Now, suppose we have the same scenario, but this time the ship is already moving at 100 m/s. This time the final speed of the rock is -900 m/s and the final speed of the ship is 110 m/s. If you work it out, this time the KE started at 5.05 MJ (5 MJ ship and 0.05 MJ rock), and changed to 10.10 MJ, with 4.05 MJ in the rock and 6.05 MJ in the ship.
So, the total change in energy is the same 5.05 MJ in both cases. In the first case 5 MJ went into the KE of the rock and only 0.05 MJ went into the ship, but in the second case 4 MJ went into the rock and 1.05 MJ went into the ship.
So the efficiency increased as less energy was being thrown away in the KE of the exhaust. The actual rocket equation is more complicated because it is continuous, but that is the basic principle.
That is not the effect that is being described.zanick said:That was one of the best explanation's I've seen too! so, its really about the mass changing in proportion to what was used as thrust, in the form of a part of that original mass. (so rocket has less mass and needs less thrust to create the same acceleration rate and in the end , the KE for the same rate of velocity change, is equal... am I getting this right?)
so then its really about the mass departing the rocket, as was pointed out earlier in the discussion, right? Plus , all this is relative from some point in space, right?jbriggs444 said:That is not the effect that is being described.

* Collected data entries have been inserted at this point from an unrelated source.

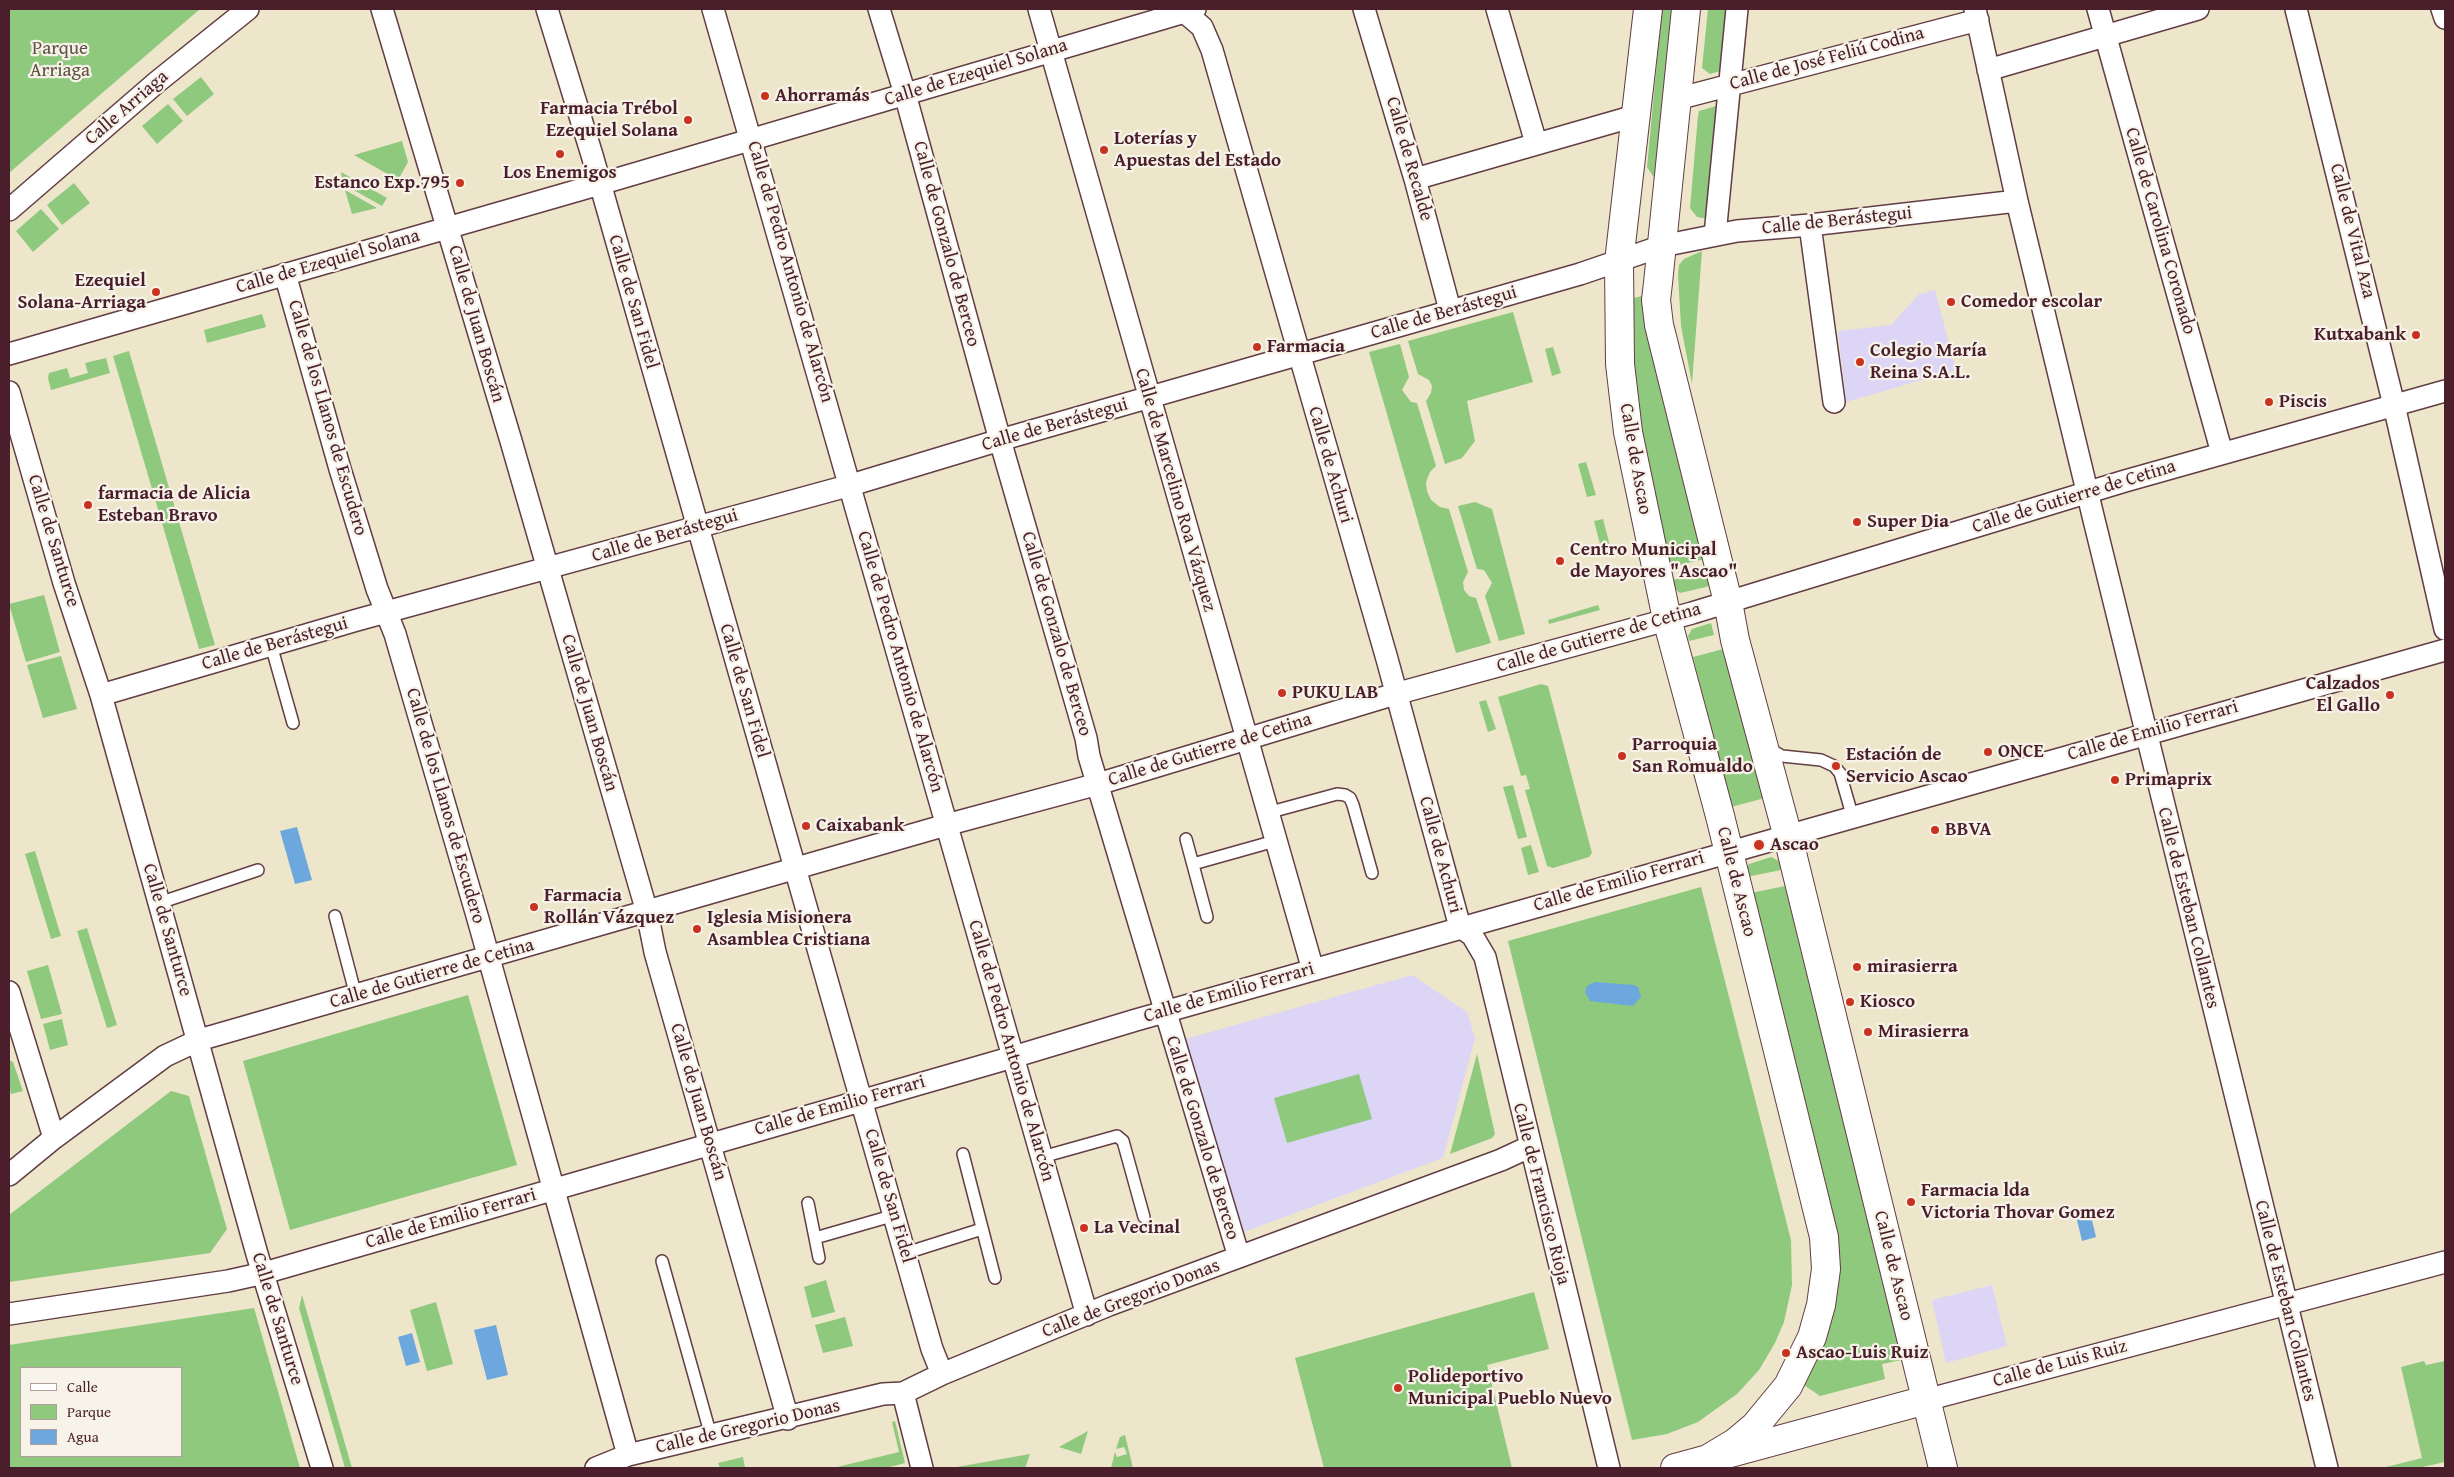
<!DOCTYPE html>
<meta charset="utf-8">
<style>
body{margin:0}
#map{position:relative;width:2454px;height:1477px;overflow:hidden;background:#ede6ca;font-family:"Gentium Book Plus",serif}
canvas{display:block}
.frame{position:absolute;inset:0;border:10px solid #4a1f2b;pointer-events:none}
.legend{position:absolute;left:20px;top:1367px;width:162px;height:90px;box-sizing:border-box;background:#f7f3e8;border:1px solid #b29e9c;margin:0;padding:6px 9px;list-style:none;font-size:15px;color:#4a1f2b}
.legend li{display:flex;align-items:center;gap:10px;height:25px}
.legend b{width:25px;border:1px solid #b29e9c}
</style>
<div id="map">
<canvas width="2454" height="1477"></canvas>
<div class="frame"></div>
<ul class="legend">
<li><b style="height:6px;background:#fff"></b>Calle</li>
<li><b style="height:14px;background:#8fc97e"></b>Parque</li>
<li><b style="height:14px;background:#6ca8dd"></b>Agua</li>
</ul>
</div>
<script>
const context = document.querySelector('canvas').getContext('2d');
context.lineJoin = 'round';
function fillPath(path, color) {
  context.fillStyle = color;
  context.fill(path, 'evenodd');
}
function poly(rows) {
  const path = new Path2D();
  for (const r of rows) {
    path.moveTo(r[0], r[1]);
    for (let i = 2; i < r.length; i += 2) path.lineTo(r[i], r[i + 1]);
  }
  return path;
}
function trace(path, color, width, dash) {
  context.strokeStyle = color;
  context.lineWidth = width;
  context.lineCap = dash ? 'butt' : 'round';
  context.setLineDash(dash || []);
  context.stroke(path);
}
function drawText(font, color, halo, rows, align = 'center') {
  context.font = font + ' "Gentium Book Plus",serif';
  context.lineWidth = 4.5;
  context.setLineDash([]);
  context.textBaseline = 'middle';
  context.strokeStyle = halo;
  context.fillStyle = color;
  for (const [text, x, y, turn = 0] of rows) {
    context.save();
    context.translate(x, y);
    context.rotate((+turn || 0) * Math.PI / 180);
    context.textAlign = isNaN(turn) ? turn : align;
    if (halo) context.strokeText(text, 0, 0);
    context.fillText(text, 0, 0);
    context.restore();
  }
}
const built = poly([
 [1935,290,1956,370,1846,402,1838,331,1891,325,1920,293,1921,294],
 [1412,975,1467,1012,1475,1038,1443,1158,1244,1232,1186,1039],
 [1992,1285,2007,1346,1946,1363,1932,1300]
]);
const green = poly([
 [9,9,200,9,9,173],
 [1662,9,1673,9,1655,179,1647,167],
 [1708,9,1729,9,1724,70,1710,74,1702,68],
 [201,77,214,94,187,116,173,99],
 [168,104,183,121,157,144,142,126],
 [1716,106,1707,218,1703,218,1697,217,1690,208,1698,116,1699,111],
 [402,141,408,162,398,180,354,155],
 [341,172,387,198,382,206,343,184],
 [74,183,90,203,62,225,47,205],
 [345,190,377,208,352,214],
 [41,209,59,229,33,252,16,231],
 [1702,251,1692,384,1681,326,1678,275,1679,265,1684,259],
 [1646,295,1705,559,1670,567,1647,467,1635,384,1634,298],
 [1513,312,1533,382,1467,401,1475,441,1462,458,1445,464,1426,401,1431,393,1432,386,1429,380,1418,374,1408,341],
 [262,314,266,327,207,343,204,330],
 [1400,344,1409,377,1402,390,1411,402,1417,403,1436,466,1430,472,1426,482,1427,491,1431,500,1440,507,1449,509,1468,572,1463,582,1464,590,1469,596,1476,598,1491,643,1456,653,1369,352],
 [1553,347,1561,373,1552,376,1545,349],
 [129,351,215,645,199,649,113,356],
 [106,358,110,373,51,390,48,378,49,373,67,368,70,378,88,373,85,363],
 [1586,462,1596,495,1587,497,1578,464],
 [1475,502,1492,509,1525,634,1499,641,1485,596,1492,583,1484,570,1477,569,1458,506],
 [1603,519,1610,546,1601,548,1594,521],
 [1709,572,1710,585,1706,587,1680,593,1674,588,1673,580],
 [44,595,60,652,26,662,9,604],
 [1598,605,1600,610,1549,624,1548,620],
 [1711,623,1714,635,1689,641,1688,636,1692,629],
 [1727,648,1765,798,1731,807,1693,657],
 [61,656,77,709,43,718,27,665],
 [1541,684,1548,686,1592,853,1589,857,1553,868,1547,866,1525,790,1530,789,1526,775,1521,776,1498,697],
 [1486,700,1496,729,1488,732,1479,702],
 [1513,785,1527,837,1518,839,1503,787],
 [1531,845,1539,872,1528,875,1521,848],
 [35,851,61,936,51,939,25,854],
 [1771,857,1779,861,1781,870,1746,877,1747,867,1749,864],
 [1785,886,1902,1360,1882,1364,1885,1379,1820,1396,1801,1383,1825,1338,1832,1316,1837,1288,1838,1261,1751,893],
 [1701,887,1791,1240,1792,1285,1784,1322,1775,1343,1759,1370,1737,1394,1698,1422,1667,1434,1632,1440,1508,941],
 [87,928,117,1025,107,1028,77,931],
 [48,965,62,1014,41,1019,27,971],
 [468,995,517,1165,290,1230,243,1061],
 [62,1019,68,1045,50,1050,43,1024],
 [1477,1054,1495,1134,1492,1138,1450,1154],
 [9,1060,13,1062,23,1091,11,1094,9,1086],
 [1359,1074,1372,1119,1287,1143,1274,1098],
 [171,1091,189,1096,227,1229,210,1253,9,1282,9,1215],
 [826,1280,835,1312,812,1318,804,1287],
 [1534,1292,1549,1349,1487,1365,1512,1468,1324,1468,1295,1358],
 [302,1295,352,1468,345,1468,299,1308],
 [436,1302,453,1364,427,1371,410,1310],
 [254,1308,300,1468,9,1468,9,1345],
 [21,1368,181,1368,181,1456,21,1456],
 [845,1317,853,1346,823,1353,815,1325],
 [2424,1361,2426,1365,2445,1361,2445,1462,2418,1468,2382,1468,2422,1458,2401,1367],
 [895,1421,905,1463,886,1468,833,1468,899,1452,892,1422],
 [1088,1431,1081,1454,1059,1447],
 [1125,1435,1133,1468,1111,1468,1115,1452,1117,1457,1127,1454,1124,1447,1116,1449,1120,1437],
 [1030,1454,1025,1468,951,1468],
 [743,1457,745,1468,720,1468,718,1463]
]);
const water = poly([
 [297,827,312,880,295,884,280,831],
 [1595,982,1634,985,1638,987,1641,997,1633,1006,1590,1001,1585,992,1587,986],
 [2089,1208,2096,1237,2082,1241,2075,1212],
 [496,1325,508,1375,487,1380,474,1330],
 [412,1333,420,1362,406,1366,398,1337]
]);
const service = poly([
 [271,645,293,723],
 [1768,748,1782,756,1821,760,1834,766,1840,773,1853,818],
 [1267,813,1337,794,1345,795,1350,798,1353,805,1372,873],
 [1186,839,1207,917],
 [1193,864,1275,841],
 [159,903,258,870],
 [335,916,356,996],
 [963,1154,995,1278],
 [1042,1157,1117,1136,1123,1141,1144,1217],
 [808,1203,819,1258],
 [815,1238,895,1215],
 [906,1253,982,1229],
 [662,1261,711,1436]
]);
const minor = poly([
 [382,9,511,441,647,912,655,952,788,1419],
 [547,9,592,155,932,1349,942,1374],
 [713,9,1087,1315],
 [879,9,905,94,1000,440,1086,738,1089,756,1239,1257],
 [1039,9,1313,970],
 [1181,9,1202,27,1212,50,1387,659,1460,927],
 [1364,9,1415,179,1450,310],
 [1497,9,1536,143],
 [1975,9,2017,201,2095,524,2327,1468],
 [2098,9,2222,453],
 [2296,9,2394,405,2445,629],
 [2442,9,2445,18],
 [1988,70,2198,9],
 [1677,99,1978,20],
 [1415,179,1638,115],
 [9,210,157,82,248,9],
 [1810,225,1834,402],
 [1715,235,1737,9],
 [285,274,340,469,377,589,395,634,478,919,628,1455],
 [9,354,600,184,1195,9],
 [9,392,64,583,101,695,257,1254,322,1468],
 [101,695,357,620,851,485,1000,440,1580,274,1662,246,1737,231,1810,225,2017,201],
 [1460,927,1472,935,1485,957,1609,1468],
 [9,992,54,1138],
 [9,1175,54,1138,165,1056,199,1040,946,825,1098,784,1395,694,1692,613,2125,481,2445,391],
 [9,1314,228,1281,264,1273,1013,1057,1136,1020,2445,650],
 [903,1393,922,1468],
 [1926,1400,2445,1262],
 [596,1468,628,1455,883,1394,903,1393,942,1374,1109,1305,1501,1160,1529,1147]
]);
const tertiary = poly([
 [1648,9,1619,262,1620,364,1628,432,1667,619,1720,816,1824,1237,1826,1269,1821,1305,1812,1337,1788,1386,1755,1426,1736,1442,1706,1460],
 [1686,9,1658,283,1656,300,1659,325,1728,602,1735,640,1788,837,1943,1468],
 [1675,1468,1926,1400]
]);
const markers = [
 [765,96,5,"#c8321e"],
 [688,120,5,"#c8321e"],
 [1104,150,5,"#c8321e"],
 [560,154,5,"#c8321e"],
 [460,183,5,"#c8321e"],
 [156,292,5,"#c8321e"],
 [1951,302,5,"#c8321e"],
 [2416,335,5,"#c8321e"],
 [1257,347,5,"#c8321e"],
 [1860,362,5,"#c8321e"],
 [2269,402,5,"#c8321e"],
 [88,505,5,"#c8321e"],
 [1857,522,5,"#c8321e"],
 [1560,561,5,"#c8321e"],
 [1282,693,5,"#c8321e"],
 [2390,695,5,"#c8321e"],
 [1988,752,5,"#c8321e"],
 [1622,756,5,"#c8321e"],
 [1836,766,5,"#c8321e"],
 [2115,780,5,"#c8321e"],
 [806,826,5,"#c8321e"],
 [1935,830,5,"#c8321e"],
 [1759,845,6,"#c8321e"],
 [534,907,5,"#c8321e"],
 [697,929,5,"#c8321e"],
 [1857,967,5,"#c8321e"],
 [1850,1002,5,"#c8321e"],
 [1868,1032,5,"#c8321e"],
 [1911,1202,5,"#c8321e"],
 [1084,1228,5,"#c8321e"],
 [1786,1353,5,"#c8321e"],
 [1398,1388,5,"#c8321e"]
];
const parkNames = [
 ["Parque",60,49],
 ["Arriaga",60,71]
];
const streetNames = [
 ["Calle de José Feliú Codina",1827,59,-15],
 ["Calle de Ezequiel Solana",976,73,-17],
 ["Calle Arriaga",127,108,-41],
 ["Calle de Recalde",1409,159,74],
 ["Calle de Berástegui",1837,221,-6],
 ["Calle de Carolina Coronado",2160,231,74],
 ["Calle de Vital Aza",2352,231,76],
 ["Calle de Gonzalo de Berceo",946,244,75],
 ["Calle de Ezequiel Solana",328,262,-16],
 ["Calle de Pedro Antonio de Alarcón",790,272,74],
 ["Calle de San Fidel",633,302,74],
 ["Calle de Berástegui",1444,313,-16],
 ["Calle de Juan Boscán",476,324,74],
 ["Calle de los Llanos de Escudero",327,418,74],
 ["Calle de Berástegui",1055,425,-16],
 ["Calle de Ascao",1635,459,80],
 ["Calle de Achuri",1330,465,74],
 ["Calle de Marcelino Roa Vázquez",1175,490,74],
 ["Calle de Gutierre de Cetina",2074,497,-17],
 ["Calle de Berástegui",665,536,-16],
 ["Calle de Santurce",53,541,73],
 ["Calle de Gonzalo de Berceo",1056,634,74],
 ["Calle de Gutierre de Cetina",1599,638,-16],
 ["Calle de Berástegui",275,644,-16],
 ["Calle de Pedro Antonio de Alarcón",900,662,74],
 ["Calle de San Fidel",744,691,74],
 ["Calle de Juan Boscán",589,713,74],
 ["Calle de Emilio Ferrari",2153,731,-16],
 ["Calle de Gutierre de Cetina",1210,750,-17],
 ["Calle de los Llanos de Escudero",445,806,74],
 ["Calle de Achuri",1440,855,75],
 ["Calle de Emilio Ferrari",1619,882,-16],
 ["Calle de Ascao",1736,882,76],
 ["Calle de Esteban Collantes",2188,908,76],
 ["Calle de Santurce",167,930,74],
 ["Calle de Gutierre de Cetina",432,974,-16],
 ["Calle de Emilio Ferrari",1229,993,-16],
 ["Calle de Pedro Antonio de Alarcón",1011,1051,74],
 ["Calle de Juan Boscán",698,1102,74],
 ["Calle de Emilio Ferrari",840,1106,-16],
 ["Calle de Gonzalo de Berceo",1202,1138,73],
 ["Calle de Francisco Rioja",1541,1194,76],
 ["Calle de San Fidel",889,1196,74],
 ["Calle de Emilio Ferrari",451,1219,-16],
 ["Calle de Ascao",1893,1266,76],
 ["Calle de Gregorio Donas",1131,1299,-21],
 ["Calle de Esteban Collantes",2285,1301,76],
 ["Calle de Santurce",277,1319,73],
 ["Calle de Luis Ruiz",2060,1364,-15],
 ["Calle de Gregorio Donas",748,1427,-13]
];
const poiNames = [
 ["Ahorramás",775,96],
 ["Farmacia Trébol",678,109,"right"],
 ["Ezequiel Solana",678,131,"right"],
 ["Loterías y",1114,139],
 ["Apuestas del Estado",1114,161],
 ["Los Enemigos",560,173,"center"],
 ["Estanco Exp.795",450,183,"right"],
 ["Ezequiel",146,281,"right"],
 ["Solana-Arriaga",146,303,"right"],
 ["Comedor escolar",1961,302],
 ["Kutxabank",2406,335,"right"],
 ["Farmacia",1267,347],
 ["Colegio María",1870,351],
 ["Reina S.A.L.",1870,373],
 ["Piscis",2279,402],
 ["farmacia de Alicia",98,494],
 ["Esteban Bravo",98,516],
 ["Super Dia",1867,522],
 ["Centro Municipal",1570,550],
 ["de Mayores \"Ascao\"",1570,572],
 ["Calzados",2380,684,"right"],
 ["El Gallo",2380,706,"right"],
 ["PUKU LAB",1292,693],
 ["Parroquia",1632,745],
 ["San Romualdo",1632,767],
 ["ONCE",1998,752],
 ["Estación de",1846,755],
 ["Servicio Ascao",1846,777],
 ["Primaprix",2125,780],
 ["Caixabank",816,826],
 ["BBVA",1945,830],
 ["Ascao",1770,845],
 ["Farmacia",544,896],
 ["Rollán Vázquez",544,918],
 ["Iglesia Misionera",707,918],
 ["Asamblea Cristiana",707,940],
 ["mirasierra",1867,967],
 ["Kiosco",1860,1002],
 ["Mirasierra",1878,1032],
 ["Farmacia lda",1921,1191],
 ["Victoria Thovar Gomez",1921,1213],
 ["La Vecinal",1094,1228],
 ["Ascao-Luis Ruiz",1796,1353],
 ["Polideportivo",1408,1377],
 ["Municipal Pueblo Nuevo",1408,1399]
];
fillPath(built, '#ddd5f6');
fillPath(green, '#8fc97e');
fillPath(water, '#6ca8dd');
trace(service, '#623d43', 14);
trace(minor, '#623d43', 24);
trace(tertiary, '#623d43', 30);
trace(service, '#fff', 11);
trace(minor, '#fff', 21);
trace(tertiary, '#fff', 28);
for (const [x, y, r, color] of markers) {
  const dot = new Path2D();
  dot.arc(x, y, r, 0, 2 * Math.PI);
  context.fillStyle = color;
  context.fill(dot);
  trace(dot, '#f7f3e8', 2);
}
drawText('19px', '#5f5244', '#f7f3e8', parkNames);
drawText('19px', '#4a1f2b', '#f7f3e8', streetNames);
drawText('bold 19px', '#4a1f2b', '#f7f3e8', poiNames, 'left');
</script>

Take the exact same rocket with exactly the same amount of fuel on board and consider it first from a reference frame in which it is moving at (for instance) 1000 m/sec and then from a reference frame in which it is moving at (for instance) 2000 m/sec.
The amount of kinetic energy gained by the rocket in the two frames will be different.
The amount of kinetic energy gained (or lost!) by the exhaust in the two frames will be different.
The total amount of kinetic energy gained will be the same. That is the invariant quantity.
For completeness, consider a reference frame in which the rocket is moving backwards and thrusting forward. The "efficiency" of the motor will be negative in such a case -- it is consuming fuel and reducing the kinetic energy of the rocket. Nonetheless, the total kinetic energy produced will come out to the same invariant quantity.
I am glad you enjoyed the explanation. The point was not about the mass changing, although it does.zanick said:That was one of the best explanation's I've seen too! so, its really about the mass changing in proportion to what was used as thrust, in the form of a part of that original mass. (so rocket has less mass and needs less thrust to create the same acceleration rate and in the end , the KE for the same rate of velocity change, is equal... am I getting this right?)
This is the time-reverse of what I showed before. The asteroid and the ship both have KE and momentum. When they collide plastically there will be some change in the KE of the ship and some change in the KE of the asteroid. The sum will be the same in different frames, even though each part will be different.zanick said:in the case of the rocket, if it doesn't know the "relative " speed as it leaves earth, if it crashed into Mars (or similar weight and size asteroid), it certainly would realize all the KE as it crashed. :)
what am I missing here?
I agree. Arm waving and 'chat' about a topic like this is bound to produce apparent paradoxes. Using the basic rules of conservation and doing the Math will give you the 'right answer', which will allow you to make good predictions.Drakkith said:I'd also remember that a rocket isn't a simple system that you find in introductory physics textbooks. You can't just take the basic work/energy/power equations and throw them in unless you know how to use them in this specific scenario. I think that's the source of pretty much all the confusion.